--- Data provided Enclosed Below ---
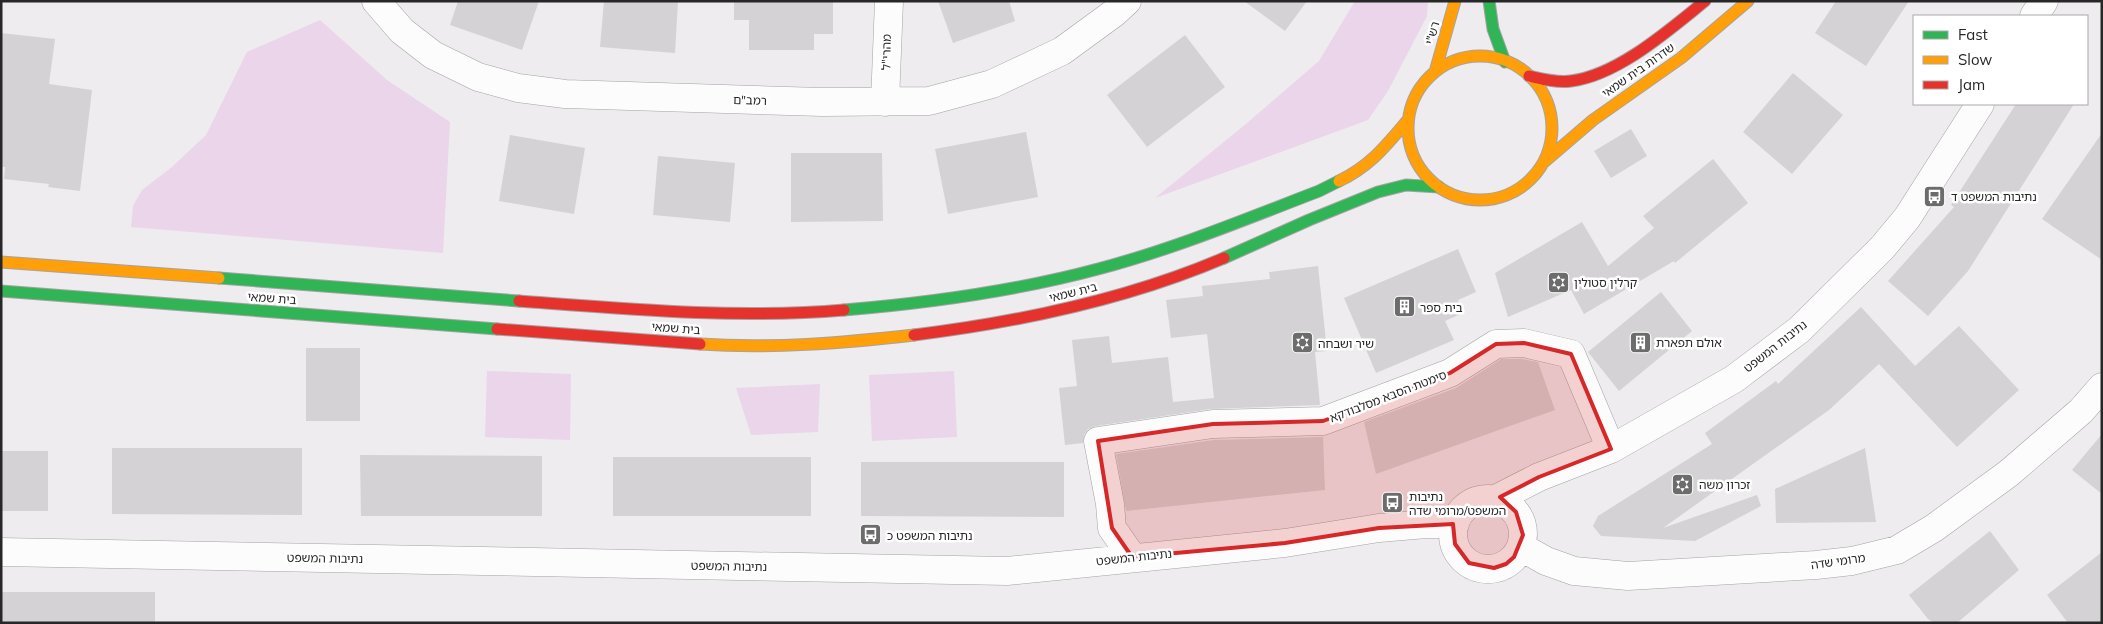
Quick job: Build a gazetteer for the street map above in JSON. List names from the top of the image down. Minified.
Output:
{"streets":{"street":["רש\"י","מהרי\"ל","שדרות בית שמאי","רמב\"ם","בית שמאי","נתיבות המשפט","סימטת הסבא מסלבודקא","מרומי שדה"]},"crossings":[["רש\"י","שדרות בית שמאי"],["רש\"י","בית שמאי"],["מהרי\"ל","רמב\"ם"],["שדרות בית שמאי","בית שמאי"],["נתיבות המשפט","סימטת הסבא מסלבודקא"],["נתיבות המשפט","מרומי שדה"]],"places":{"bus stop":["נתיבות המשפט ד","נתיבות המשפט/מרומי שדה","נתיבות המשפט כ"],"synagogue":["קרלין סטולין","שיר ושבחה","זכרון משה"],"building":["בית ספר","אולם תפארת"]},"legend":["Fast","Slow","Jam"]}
--- End of Enclosed Data provided ---
Repeat all of the material above exactly, leaving out pictures.

§ **Task solution**:
Quick job: Build a gazetteer for the street map above in JSON. List names from the top of the image down. Minified.
Output:
{"streets":{"street":["רש\"י","מהרי\"ל","שדרות בית שמאי","רמב\"ם","בית שמאי","נתיבות המשפט","סימטת הסבא מסלבודקא","מרומי שדה"]},"crossings":[["רש\"י","שדרות בית שמאי"],["רש\"י","בית שמאי"],["מהרי\"ל","רמב\"ם"],["שדרות בית שמאי","בית שמאי"],["נתיבות המשפט","סימטת הסבא מסלבודקא"],["נתיבות המשפט","מרומי שדה"]],"places":{"bus stop":["נתיבות המשפט ד","נתיבות המשפט/מרומי שדה","נתיבות המשפט כ"],"synagogue":["קרלין סטולין","שיר ושבחה","זכרון משה"],"building":["בית ספר","אולם תפארת"]},"legend":["Fast","Slow","Jam"]}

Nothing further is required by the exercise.